They’d take a drive and at least they’d be able to see what was going on. Something had to be done and quick. He had to tell someone about Jillian’s body over there and then he was going to have to break it to Macy.
But first things first.
He jogged down into the basement and grabbed his tackle box. He took a Schrade lockblade knife out. The blade was six-inches long and razor sharp. He stuck the knife in his pocket. Maybe there would be no trouble out there at all, but you just never knew. If things continued like they had been, Greenlawn was going to be like the deep dark woods come nightfall and you just never knew when the wolves might show when you were on your way to grandmother’s house…
25
Across the street, Dick Starling covered himself in mud.
After roasting his wife’s corpse in the kitchen and feeding on it, he went out into the backyard, feeling the sun on him. It warmed him. He stripped off his filthy clothes which were crusty with bloodstains and danced around, arms upraised, soaking in that sun and feeling its wonder.
The sprinkler was going.
Down on his haunches, tensed, ready to spring, he watched it shooting gouts of water into the air. He was fascinated by it. He honestly had no cognitive recall of setting out the sprinkler that morning to water the flowerbeds. In fact, by that point, he really did not know what a sprinkler was. There was some gray area in his brain associated with it, but he shook it away.
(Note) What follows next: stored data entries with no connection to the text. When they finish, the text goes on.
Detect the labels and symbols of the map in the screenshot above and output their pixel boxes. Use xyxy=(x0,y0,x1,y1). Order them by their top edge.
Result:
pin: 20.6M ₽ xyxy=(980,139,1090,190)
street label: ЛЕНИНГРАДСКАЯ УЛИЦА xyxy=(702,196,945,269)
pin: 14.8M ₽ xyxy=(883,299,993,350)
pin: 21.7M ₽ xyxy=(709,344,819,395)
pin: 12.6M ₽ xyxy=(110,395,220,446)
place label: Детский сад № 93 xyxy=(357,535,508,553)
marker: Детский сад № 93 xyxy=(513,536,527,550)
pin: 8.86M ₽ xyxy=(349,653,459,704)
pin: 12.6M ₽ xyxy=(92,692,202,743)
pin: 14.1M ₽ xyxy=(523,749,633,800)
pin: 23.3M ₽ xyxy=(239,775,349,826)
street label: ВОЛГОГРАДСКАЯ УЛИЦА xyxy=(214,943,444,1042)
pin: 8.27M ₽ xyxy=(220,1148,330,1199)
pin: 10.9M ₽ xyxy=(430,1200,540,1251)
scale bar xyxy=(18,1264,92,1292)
He crept over there on all fours.
The water splashed against him. He liked it. He seized the sprinkler head and brought it to his mouth. As the water pulsed into his face, he licked and gulped at the flow until he was sated. Then he tossed it aside. Blades of grass were stuck to his belly and legs. He liked the way they smelled. He went over to the flowerbeds. The bright colors of the blooms were nice. He snatched an azalea, chewed it, spat out it back out, disgusted by the sweet taste. Then he tore all the flowers up and cast them about.
He did not want flowers.
He wanted mud.
With the sun beating on it, the dark earth of the flowerbeds was warm and mucky. He scooped up handfuls, sniffing each one, and smearing it all over his chest and legs and arms and genitalia. Especially his genitalia. It was warm, thick, and comforting like primordial ooze. He greased his wet hair back with it and painted black bands across his face.
He felt safer then; camouflaged, stealthy.
He grabbed up his bloody axe where he’d left it by the back door. It felt good in his hands. A hunter needed a weapon and this one had already been blooded. On his hands and knees, he crept around the side of the house. He was full now, his belly stuffed with meat. His needs were quite simple: food, shelter, weapons. But there was another desire as well: sex. Since his daughters had not returned, he knew he had to go hunt a woman.
Peering from the hedges that flanked the front of his house, he watched the home of Louis Shears across the way…
26
Kathleen Soames was not surprised when she saw the crowd.
She had felt them coming for some time as she dismembered her husband on the kitchen floor and decorated the walls with his blood. She had willed them to her. She wanted them to come and marvel over what was hers. She wanted them to try and take it so she could fight them, roll in the dirt with them.
But when she saw them, she knew they had not come to raid.
They had come for other reasons.
So she looked at them and they looked at her, each recognizing one another for what they now were, grateful that they had found each other at long last.
The crowd.
Dear God, yes, the crowd.
Men, women, and children tagging behind three cops in filthy untucked uniforms. The big one in front was bare-chested and painted for battle. He was pushing a wheelbarrow and in it was what Kathleen expected to see. Something broken and bloody and tangled. Something that made her heart split open momentarily, made her remember things, remember a swollen belly and a kicking, a chubby pink thing pressed to her breast, a growing and hungry thing, blue-eyed and wheat-haired. A smiling face and a boy’s laughter and a world drowning in love and joy. But it vanished so quickly maybe it never existed at all. The heat of the memory became a frost that settled deep into her, a killing frost that withered roots and closed blossoms and then there was just a winter deadness inside her that no spring thaw would ever melt again.
The crowd.
They came up to the porch and stayed there, watching her, smelling her scent and recognizing it as their own. She had marked the porch with her urine and now they smelled it. They would not cross her scent unless she allowed it. Not unless they wanted to fight.
They pushed in, compressed into a single mass, a single breathing machine, something with eyes that did not see and hearts that barely beat and minds that were flat and metallic and cutting. They waited at the edge of the porch.